С солдатами он не перемолвился ни словом.
Я поехал на хутор и только после полуночи нашел Теофила Мэрэчине. Разбудив его, я стал рассказывать, что случилось. Мэрэчине застонал, глаза его расширились от ужаса. Наконец он вместе с моей бабушкой сел на телегу и отправился в деревню. Долго еще слышался стук колес по дороге, ведущей через кукурузу, потом его заглушил шум машин, поднимающихся по шоссе от Брэилы; шум приближался, становился все сильнее, но и его неожиданно перекрыло грохотание пушек — это стреляли румынские части у моста с высокого берега реки.
Перед зарей бой стих, и люди, убежавшие в отдаленные хутора, узнали от посланных ими в Г. лазутчиков, что немцы из колонны, пытавшейся прорваться к Рымнику-Сэрат, сдались нашим кавалеристам, которые теперь конвоировали их до Брэилы.
Утром, когда я вместе с женой Мэрэчине и Лиликой вернулся домой, дедушка мой все так же сидел у изголовья Дидины; бабушка возилась в конюшне, а Теофил Мэрэчине чистил скребницей волов и бычков, которые стояли теперь на привязи перед стойлом у кучи навоза.
Лилика, как увидела сестру, принялась плакать и причитать.
— Замолчи! — прикрикнул на нее Мэрэчине. — Замолчи, не доводи меня до греха, не то лежать тебе рядом с ней.
Но девочка зарыдала еще пуще, и Мэрэчине дал ей такую пощечину, что она упала, а он принялся избивать ее, будто намереваясь выполнить угрозу.
— Отведите ее в дом и успокойте, — крикнул дедушка жене Мэрэчине. — Хорошо бы бедняжке поспать, забыться.

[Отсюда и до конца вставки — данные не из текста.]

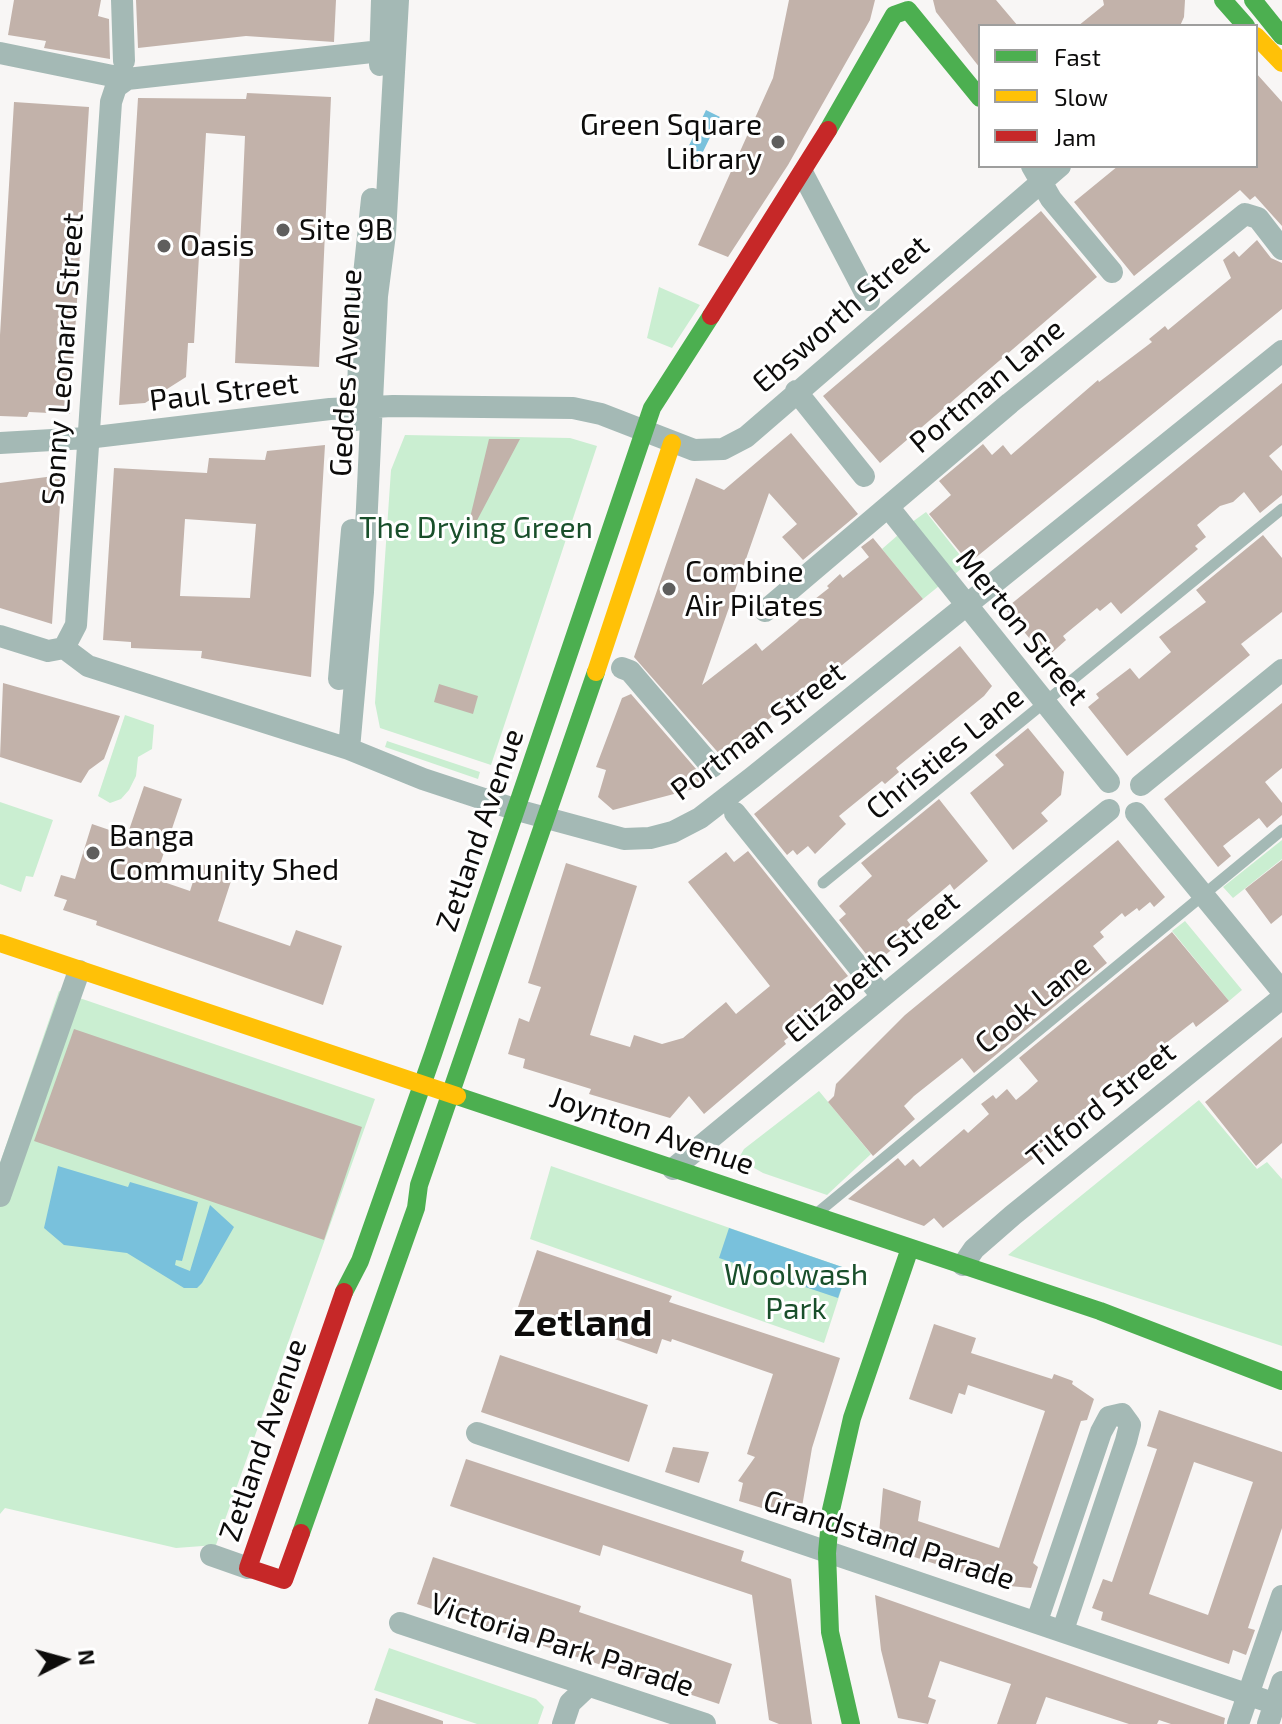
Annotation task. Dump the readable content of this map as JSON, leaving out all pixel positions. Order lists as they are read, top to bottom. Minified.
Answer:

С той ночи Григоре никогда больше не возвращался в деревню: жив ли он, или кости его белеют в каком-нибудь овраге — кто знает. А через неделю исчезла из дома Мэрэчине и Лилика; и вот я встретил ее спустя двенадцать лет в Тихом Озере и наговорил ей грубостей.
Открытие это меня взволновало. Я считал драму крестьянина Михулеца, конокрада, убитого жандармами, завершенной, но, видать, я измерял жизнь негодным мерилом. Теперь воображение мое разыгралось, и я принялся фантазировать. Что же могло произойти за истекшие двадцать лет? Из дома Теофила Мэрэчине Лилика вместе со своим приемным отцом отправилась на Западный фронт. Они прошли с боями Трансильванию и перешли через Тису. Стоит зима. В степи неистовствует белая мгла. Румынский эскадрон ведет кровопролитные бои. После атаки Андрей Доброджану, уставший до полусмерти, возвращается в обоз, где ждет его дочурка, укутанная в промерзший полушубок; в руках у нее заяц из папье-маше, и она грызет сухари, размоченные в снегу…
Я находил, что для меня, молодого журналиста, полного честолюбивых замыслов, эта тема — просто находка. Повесть, которую я собирался написать, — «Дочь конокрада»— должна была произвести фурор. Чтобы написать ее, стоит, сказал я себе, пожить с годок в Тихом Озере.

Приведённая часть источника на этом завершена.